_Task statement_:
Counting the line with "Input: one rendered" as the last one, copy out the lines of the data exactly from the first onward.

[Dataset entries]

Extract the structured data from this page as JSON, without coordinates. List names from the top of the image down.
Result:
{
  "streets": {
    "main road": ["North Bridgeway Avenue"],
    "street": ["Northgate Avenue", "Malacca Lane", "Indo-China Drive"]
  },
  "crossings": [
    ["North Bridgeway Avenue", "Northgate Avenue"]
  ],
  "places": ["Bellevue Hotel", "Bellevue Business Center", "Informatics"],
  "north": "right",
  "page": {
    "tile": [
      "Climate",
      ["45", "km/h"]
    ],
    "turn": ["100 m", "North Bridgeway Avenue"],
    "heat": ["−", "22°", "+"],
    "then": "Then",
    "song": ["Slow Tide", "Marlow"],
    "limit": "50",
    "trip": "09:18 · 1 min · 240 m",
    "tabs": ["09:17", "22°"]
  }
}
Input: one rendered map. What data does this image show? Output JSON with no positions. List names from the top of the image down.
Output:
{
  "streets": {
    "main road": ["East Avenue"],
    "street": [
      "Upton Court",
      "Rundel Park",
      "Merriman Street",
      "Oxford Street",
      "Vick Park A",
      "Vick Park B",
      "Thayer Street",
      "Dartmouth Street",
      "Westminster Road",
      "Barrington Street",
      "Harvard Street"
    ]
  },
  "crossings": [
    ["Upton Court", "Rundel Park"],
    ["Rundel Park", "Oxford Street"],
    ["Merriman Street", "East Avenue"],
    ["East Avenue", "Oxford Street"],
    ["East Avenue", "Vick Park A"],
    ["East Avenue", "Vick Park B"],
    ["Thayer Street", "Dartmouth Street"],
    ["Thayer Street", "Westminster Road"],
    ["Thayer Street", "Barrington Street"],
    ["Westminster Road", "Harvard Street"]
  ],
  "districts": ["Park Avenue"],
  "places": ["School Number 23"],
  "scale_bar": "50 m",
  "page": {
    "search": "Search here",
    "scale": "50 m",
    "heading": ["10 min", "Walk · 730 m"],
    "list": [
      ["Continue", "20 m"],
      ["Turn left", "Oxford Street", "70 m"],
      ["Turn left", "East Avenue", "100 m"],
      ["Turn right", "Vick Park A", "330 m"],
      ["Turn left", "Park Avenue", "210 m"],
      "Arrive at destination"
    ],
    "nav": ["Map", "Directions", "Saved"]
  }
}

_Response to this task_:
Extract the structured data from this page as JSON, without coordinates. List names from the top of the image down.
Result:
{
  "streets": {
    "main road": ["North Bridgeway Avenue"],
    "street": ["Northgate Avenue", "Malacca Lane", "Indo-China Drive"]
  },
  "crossings": [
    ["North Bridgeway Avenue", "Northgate Avenue"]
  ],
  "places": ["Bellevue Hotel", "Bellevue Business Center", "Informatics"],
  "north": "right",
  "page": {
    "tile": [
      "Climate",
      ["45", "km/h"]
    ],
    "turn": ["100 m", "North Bridgeway Avenue"],
    "heat": ["−", "22°", "+"],
    "then": "Then",
    "song": ["Slow Tide", "Marlow"],
    "limit": "50",
    "trip": "09:18 · 1 min · 240 m",
    "tabs": ["09:17", "22°"]
  }
}
Input: one rendered map. What data does this image show? Output JSON with no positions. List names from the top of the image down.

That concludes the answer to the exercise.